SAN FRANCISCO – The offense stopped hitting, the starting pitchers couldn't even make it to the fifth inning and the St. Louis Cardinals kicked the ball around in the field.
Throw in a quirky, broken-bat grounder that inexplicably changed directions at a most inopportune time and it all added up a crushing postseason collapse.
After two postseasons of being a team that refused to be eliminated, the Cardinals were unable to close out San Francisco on three straight tries, losing 9-0 to the Giants in Game 7 of the NL championship series Monday night.
"We made a lot of mistakes and they didn't make any," outfielder Carlos Beltran said. "They took advantage of those. They were able to put things together, offense, pitching, defense, and we couldn't do that. I think that was the difference."
Along with that odd play in the third inning that still had the Cardinals shaking their heads in disbelief in the losing clubhouse.
The Giants led 2-0 at the time and had knocked out Kyle Lohse by loading the bases with no outs. Reliever Joe Kelly broke Pence's bat at the label with a 95 mph fastball and rookie shortstop Pete Kozma moved to his right to field a possible double-play ball.
But the shattered barrel hit the ball two more times, putting an odd spin on the ball that sent it slicing in another direction and into left-center, fooling Kozma on the play.
"Pete moved to his right and all of a sudden the ball was to his left," outfielder Matt Holliday said. "It's hard to field a ball when a guy hits it three times."
Marco Scutaro and Pablo Sandoval scored easily on the double and Buster Posey raced home from first to make it 5-0 when center fielder Jon Jay bobbled the ball for an error.
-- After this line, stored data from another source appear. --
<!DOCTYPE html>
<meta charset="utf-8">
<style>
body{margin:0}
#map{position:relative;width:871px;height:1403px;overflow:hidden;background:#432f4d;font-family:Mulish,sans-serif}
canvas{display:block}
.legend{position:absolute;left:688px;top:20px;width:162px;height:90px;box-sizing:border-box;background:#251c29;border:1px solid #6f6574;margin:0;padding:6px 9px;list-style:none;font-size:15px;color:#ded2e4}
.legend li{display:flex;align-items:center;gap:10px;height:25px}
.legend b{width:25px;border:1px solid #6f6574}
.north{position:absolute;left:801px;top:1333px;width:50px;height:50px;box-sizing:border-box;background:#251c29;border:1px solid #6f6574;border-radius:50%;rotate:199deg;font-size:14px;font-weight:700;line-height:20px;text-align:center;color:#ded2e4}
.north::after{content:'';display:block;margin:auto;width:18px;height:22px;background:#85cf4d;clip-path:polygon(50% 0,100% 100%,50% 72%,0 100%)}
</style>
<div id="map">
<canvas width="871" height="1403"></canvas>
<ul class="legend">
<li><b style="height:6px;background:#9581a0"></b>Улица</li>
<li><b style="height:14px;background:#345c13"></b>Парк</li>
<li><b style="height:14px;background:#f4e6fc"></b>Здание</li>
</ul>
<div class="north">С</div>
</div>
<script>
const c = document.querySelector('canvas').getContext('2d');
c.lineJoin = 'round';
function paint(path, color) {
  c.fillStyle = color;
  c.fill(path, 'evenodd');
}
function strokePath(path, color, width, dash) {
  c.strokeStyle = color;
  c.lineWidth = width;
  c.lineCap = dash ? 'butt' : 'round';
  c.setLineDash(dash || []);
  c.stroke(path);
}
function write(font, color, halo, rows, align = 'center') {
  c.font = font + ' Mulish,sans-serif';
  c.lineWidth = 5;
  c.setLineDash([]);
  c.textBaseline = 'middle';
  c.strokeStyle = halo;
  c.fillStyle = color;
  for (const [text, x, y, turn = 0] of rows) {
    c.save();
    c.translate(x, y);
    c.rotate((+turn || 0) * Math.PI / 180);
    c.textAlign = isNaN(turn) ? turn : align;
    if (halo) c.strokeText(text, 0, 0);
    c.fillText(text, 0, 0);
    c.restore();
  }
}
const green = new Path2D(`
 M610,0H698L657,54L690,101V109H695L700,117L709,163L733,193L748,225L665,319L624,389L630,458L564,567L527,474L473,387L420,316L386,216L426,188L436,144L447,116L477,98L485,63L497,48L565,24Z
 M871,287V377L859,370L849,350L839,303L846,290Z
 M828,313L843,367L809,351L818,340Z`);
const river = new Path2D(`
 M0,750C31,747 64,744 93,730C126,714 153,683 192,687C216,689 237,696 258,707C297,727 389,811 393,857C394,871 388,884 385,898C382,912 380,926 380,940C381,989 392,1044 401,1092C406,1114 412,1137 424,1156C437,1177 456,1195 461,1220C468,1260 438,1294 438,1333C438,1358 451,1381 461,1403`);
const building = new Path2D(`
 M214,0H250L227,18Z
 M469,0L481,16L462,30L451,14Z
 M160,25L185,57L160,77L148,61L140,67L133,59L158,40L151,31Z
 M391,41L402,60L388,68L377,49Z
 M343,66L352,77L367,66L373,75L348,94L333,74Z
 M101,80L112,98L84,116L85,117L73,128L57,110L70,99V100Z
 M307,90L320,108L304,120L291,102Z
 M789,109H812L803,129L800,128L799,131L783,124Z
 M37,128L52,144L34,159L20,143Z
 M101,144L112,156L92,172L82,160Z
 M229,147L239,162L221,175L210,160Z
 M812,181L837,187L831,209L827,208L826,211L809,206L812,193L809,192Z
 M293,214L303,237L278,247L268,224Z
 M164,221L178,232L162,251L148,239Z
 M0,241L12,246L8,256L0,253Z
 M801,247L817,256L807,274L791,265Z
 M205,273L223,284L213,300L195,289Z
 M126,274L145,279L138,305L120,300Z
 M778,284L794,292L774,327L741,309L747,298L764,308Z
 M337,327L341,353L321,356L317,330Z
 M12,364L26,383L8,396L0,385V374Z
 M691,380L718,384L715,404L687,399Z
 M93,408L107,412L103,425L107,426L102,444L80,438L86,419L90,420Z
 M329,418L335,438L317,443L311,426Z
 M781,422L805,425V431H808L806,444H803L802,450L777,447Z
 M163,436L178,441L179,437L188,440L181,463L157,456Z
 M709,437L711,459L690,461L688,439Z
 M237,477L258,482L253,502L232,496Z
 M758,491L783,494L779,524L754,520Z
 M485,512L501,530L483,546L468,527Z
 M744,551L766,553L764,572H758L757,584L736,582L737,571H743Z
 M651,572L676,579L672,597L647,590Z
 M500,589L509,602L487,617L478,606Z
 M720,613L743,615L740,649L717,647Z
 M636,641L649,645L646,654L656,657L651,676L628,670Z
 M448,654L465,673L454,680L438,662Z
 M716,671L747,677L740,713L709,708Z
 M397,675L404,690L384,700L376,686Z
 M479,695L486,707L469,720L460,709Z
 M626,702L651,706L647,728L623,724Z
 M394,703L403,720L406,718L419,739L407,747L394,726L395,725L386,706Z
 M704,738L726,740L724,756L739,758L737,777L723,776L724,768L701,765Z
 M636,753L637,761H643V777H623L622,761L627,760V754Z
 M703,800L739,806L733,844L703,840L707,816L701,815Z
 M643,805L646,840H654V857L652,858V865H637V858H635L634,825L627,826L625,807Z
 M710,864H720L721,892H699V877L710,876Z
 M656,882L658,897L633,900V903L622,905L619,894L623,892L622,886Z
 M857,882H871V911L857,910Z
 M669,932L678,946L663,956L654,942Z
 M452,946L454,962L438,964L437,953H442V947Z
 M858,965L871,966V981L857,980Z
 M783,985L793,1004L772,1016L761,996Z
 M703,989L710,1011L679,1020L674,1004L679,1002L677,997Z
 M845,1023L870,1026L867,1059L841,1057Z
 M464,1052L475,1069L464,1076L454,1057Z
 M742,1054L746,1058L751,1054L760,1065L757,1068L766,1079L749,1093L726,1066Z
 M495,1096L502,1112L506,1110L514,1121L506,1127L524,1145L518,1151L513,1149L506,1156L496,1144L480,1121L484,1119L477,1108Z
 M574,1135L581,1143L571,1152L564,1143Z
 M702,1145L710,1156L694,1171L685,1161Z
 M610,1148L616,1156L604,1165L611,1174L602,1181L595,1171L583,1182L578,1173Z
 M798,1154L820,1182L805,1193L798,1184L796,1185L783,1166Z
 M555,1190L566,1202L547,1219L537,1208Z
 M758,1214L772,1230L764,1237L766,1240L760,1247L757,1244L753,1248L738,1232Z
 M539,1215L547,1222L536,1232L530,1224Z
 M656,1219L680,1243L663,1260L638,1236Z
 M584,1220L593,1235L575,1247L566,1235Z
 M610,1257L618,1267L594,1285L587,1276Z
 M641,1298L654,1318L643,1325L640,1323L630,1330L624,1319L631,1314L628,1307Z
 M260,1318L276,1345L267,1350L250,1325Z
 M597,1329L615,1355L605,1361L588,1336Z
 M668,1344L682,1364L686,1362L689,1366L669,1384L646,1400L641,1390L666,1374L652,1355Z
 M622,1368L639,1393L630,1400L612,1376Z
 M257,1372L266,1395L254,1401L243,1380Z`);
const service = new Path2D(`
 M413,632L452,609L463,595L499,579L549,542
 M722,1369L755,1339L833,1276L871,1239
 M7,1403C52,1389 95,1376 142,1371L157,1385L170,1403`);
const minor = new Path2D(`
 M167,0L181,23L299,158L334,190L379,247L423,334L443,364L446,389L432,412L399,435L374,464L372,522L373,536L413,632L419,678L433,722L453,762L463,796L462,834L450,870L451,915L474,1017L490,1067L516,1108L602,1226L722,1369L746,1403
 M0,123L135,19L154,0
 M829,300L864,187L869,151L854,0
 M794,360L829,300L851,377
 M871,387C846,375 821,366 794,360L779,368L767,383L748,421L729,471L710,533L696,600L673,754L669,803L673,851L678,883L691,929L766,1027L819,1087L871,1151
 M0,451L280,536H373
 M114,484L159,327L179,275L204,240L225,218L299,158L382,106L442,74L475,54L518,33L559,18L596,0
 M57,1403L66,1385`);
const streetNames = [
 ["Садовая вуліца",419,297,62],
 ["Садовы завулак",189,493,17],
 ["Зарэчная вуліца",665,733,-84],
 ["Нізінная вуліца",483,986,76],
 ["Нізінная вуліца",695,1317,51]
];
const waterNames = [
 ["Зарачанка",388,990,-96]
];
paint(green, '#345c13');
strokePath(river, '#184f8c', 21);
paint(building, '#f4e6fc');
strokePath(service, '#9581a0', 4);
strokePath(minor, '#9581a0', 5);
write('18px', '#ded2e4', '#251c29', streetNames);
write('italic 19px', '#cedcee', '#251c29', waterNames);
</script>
The Giants tacked on two more runs in the inning, providing a deficit too big even for the comeback Cardinals to overcome.
After breaking out to a 3-1 series lead, the Cardinals were outscored 20-1 the rest of the series in a collapse reminiscent of the one this franchise endured in the 1996 NLCS when Atlanta outscored St. Louis 32-1 in the final three games.
The Cardinals batted .190 with 27 strikeouts in the three losses. They also made four errors, were 1 for 21 with runners in scoring position and allowed Giants pitchers to drive in three runs — or two more than their entire lineup produced — to become the 12th team to blow a 3-1 lead in a best-of-seven series.
"Not a lot went right for us the last three games," second baseman Daniel Descalso said. "It's tough to win when you score once in three ballgames. They just outplayed us all three games."
The latest loss ended a record-tying streak of six straight St. Louis victories in winner-take-all games. That included four wins in the past two seasons, including Game 7 of the 2011 World Series against Texas and the comeback from 6-0 down in Game 5 of the division series against Washington.
It also denied Beltran his first trip to the World Series. Beltran, one of baseball's greatest postseason performers with 14 career playoff homers, fell agonizingly short once again, losing in Game 7 of the NLCS for the third time with three different teams: Houston, New York and St. Louis.
He lost to the Cardinals in his first two trips and couldn't get there playing for St. Louis either. He had one hit Monday night and stole a base — his record 11th in the postseason without being caught — but it wasn't nearly enough.
"There's a lot of players that don't make it to the World Series, so they shouldn't feel sorry about me," Beltran said. "I was trying to do the best I could to get there and it didn't happen."
Lohse allowed one run in the first inning and then came up to bat in the biggest spot of the game for the Cardinals. With runners on second and third and two outs in the second, Lohse hit a line drive that looked as if it would reach the outfield to give St. Louis the lead.
But shortstop Brandon Crawford made a leaping grab to rob Lohse and the hole quickly got bigger. Lohse allowed an RBI single to fellow pitcher Matt Cain in the second and couldn't retire a single batter in the five-run third.
That brought an end to what had been a remarkable season during which the Cardinals made it back to the postseason under first-year manager Mike Matheny despite losing star slugger Albert Pujols to free agency and longtime manager Tony La Russa to retirement.
St. Louis won 12 of its final 16 games to earn the second NL wild card on the second-to-last day of the season, then won 6-3 in a winner-take-all playoff at Atlanta to reach the division series. The Cardinals advanced to the NLCS with that memorable four-run ninth inning in Washington that stunned the Nationals.
"It wasn't how we scripted it to finish, but it was certainly a great run that these guys need to be very proud of," Matheny said.